Exercise prompt: Review the material and extract every line in which the word "strokeStyle" occurs.

(Beginning of Data to examine)

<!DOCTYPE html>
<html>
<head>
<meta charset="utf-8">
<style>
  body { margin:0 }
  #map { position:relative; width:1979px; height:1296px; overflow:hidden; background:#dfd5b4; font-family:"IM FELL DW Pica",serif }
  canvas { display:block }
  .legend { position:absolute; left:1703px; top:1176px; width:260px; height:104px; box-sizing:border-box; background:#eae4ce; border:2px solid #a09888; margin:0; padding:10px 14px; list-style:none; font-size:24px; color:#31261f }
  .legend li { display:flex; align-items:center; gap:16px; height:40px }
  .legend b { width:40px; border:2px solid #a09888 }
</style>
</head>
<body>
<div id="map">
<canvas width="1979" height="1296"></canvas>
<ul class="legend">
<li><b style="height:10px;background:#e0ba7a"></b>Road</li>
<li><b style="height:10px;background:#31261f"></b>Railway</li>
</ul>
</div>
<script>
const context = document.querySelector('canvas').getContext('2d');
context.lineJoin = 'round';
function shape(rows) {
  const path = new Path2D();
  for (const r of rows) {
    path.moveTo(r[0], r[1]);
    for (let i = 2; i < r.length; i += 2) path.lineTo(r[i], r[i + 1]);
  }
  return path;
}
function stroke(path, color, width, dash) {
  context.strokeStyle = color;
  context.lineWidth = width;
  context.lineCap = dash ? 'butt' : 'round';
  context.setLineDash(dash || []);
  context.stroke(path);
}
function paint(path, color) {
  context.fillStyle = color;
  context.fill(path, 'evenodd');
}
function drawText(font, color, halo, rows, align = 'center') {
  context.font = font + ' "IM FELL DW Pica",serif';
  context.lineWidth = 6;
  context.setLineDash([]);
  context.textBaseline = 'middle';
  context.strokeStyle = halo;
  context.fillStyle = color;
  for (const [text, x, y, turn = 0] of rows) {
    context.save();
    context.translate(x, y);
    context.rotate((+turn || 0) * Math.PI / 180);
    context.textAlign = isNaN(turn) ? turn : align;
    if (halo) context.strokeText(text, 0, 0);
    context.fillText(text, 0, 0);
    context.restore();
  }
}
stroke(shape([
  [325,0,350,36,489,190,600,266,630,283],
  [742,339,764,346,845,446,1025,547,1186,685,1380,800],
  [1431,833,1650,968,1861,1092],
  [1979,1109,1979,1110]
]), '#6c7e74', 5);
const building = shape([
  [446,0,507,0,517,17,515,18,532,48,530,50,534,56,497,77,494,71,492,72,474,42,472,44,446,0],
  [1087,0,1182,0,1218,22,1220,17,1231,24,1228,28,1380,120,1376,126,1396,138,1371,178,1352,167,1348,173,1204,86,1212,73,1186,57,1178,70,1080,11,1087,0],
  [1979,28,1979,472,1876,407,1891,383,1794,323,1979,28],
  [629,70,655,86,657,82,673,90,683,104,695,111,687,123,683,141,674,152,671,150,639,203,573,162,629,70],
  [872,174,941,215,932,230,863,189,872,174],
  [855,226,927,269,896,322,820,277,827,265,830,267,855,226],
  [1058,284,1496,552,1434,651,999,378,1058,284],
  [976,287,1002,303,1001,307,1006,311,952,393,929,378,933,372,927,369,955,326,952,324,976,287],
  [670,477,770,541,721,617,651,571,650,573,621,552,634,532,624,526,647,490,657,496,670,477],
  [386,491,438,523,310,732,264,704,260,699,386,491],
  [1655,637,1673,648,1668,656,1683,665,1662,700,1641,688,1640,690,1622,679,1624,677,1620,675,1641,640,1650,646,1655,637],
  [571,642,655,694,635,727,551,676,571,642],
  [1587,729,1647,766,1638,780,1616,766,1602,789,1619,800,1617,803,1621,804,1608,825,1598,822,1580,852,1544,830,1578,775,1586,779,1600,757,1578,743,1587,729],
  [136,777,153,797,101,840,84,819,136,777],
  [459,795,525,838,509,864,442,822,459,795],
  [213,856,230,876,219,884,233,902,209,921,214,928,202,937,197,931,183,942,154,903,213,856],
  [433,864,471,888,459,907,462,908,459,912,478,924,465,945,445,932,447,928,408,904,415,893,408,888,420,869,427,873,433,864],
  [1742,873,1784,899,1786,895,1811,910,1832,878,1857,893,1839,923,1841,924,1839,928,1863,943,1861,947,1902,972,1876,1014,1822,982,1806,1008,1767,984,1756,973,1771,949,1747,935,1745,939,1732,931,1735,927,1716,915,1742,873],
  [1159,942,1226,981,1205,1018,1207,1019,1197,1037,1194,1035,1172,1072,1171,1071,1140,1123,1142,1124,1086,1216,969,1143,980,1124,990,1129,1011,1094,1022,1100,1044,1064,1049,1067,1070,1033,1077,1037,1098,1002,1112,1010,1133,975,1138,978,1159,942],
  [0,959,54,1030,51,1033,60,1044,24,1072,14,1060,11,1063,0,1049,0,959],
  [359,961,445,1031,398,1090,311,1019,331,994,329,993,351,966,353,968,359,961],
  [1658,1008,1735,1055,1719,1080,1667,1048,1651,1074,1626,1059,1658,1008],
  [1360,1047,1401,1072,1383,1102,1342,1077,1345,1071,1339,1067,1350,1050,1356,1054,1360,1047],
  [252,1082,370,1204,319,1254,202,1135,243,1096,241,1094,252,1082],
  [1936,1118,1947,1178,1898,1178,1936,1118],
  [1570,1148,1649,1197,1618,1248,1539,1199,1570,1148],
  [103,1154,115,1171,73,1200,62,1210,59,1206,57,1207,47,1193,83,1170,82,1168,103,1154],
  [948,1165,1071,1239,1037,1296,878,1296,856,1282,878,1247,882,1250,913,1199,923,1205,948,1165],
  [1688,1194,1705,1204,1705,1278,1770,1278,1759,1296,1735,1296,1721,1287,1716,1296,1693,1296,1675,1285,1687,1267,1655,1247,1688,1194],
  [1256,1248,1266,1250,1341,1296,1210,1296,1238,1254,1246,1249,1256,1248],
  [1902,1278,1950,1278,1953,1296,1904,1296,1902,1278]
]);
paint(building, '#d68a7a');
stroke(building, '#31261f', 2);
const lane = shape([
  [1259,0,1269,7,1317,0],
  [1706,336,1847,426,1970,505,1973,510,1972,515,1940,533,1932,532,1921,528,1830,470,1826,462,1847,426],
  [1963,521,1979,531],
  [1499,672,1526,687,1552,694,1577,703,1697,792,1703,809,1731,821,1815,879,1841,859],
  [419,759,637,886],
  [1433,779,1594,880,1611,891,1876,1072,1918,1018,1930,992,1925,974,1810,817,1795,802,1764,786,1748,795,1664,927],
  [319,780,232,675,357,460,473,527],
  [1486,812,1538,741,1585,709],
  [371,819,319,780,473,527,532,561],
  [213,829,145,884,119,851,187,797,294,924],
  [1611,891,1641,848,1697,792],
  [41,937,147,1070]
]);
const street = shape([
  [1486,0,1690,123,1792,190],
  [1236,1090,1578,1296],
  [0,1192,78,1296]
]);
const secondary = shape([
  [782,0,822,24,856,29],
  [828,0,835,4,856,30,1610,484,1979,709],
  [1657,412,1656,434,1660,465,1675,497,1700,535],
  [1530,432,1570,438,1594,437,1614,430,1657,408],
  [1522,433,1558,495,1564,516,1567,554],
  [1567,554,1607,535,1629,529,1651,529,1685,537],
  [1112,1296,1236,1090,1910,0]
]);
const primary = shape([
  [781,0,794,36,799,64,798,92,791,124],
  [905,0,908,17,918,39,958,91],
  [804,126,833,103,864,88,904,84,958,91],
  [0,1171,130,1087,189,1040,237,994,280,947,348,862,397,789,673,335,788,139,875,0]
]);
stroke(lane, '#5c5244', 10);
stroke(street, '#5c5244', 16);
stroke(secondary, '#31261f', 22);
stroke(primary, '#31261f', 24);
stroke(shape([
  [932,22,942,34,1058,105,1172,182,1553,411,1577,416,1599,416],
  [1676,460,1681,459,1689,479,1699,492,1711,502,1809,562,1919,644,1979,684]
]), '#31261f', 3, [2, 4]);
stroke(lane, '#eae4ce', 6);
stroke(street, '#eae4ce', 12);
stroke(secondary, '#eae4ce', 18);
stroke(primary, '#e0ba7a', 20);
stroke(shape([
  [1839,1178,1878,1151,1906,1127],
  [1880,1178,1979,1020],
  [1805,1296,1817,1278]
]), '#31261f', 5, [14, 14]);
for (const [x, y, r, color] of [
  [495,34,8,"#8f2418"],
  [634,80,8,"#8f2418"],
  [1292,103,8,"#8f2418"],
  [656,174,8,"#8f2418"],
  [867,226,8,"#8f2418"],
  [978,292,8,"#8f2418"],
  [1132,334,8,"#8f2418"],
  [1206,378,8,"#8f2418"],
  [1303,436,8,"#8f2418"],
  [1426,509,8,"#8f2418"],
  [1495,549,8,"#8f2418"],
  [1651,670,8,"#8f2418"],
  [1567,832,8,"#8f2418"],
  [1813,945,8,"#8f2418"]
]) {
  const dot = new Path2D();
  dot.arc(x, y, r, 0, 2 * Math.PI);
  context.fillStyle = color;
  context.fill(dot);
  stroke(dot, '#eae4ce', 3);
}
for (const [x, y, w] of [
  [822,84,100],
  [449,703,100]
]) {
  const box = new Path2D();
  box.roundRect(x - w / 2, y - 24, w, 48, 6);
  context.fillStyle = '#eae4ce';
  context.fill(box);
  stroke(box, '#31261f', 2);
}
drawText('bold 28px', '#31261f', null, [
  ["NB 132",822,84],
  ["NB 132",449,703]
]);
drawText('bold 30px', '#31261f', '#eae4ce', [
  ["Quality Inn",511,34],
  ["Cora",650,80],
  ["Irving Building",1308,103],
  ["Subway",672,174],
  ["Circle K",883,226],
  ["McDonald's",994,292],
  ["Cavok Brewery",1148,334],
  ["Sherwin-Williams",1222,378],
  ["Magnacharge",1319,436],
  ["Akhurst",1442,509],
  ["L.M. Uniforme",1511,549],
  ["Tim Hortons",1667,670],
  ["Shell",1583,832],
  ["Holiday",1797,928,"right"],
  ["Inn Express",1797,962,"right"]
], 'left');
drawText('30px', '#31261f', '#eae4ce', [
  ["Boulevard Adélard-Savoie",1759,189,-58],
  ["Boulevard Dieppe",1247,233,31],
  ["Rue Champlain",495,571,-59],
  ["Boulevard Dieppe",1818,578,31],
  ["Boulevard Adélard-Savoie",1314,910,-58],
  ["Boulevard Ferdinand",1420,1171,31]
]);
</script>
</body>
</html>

(End of Data to examine)

Exercise answer:
  context.strokeStyle = color;
  context.strokeStyle = halo;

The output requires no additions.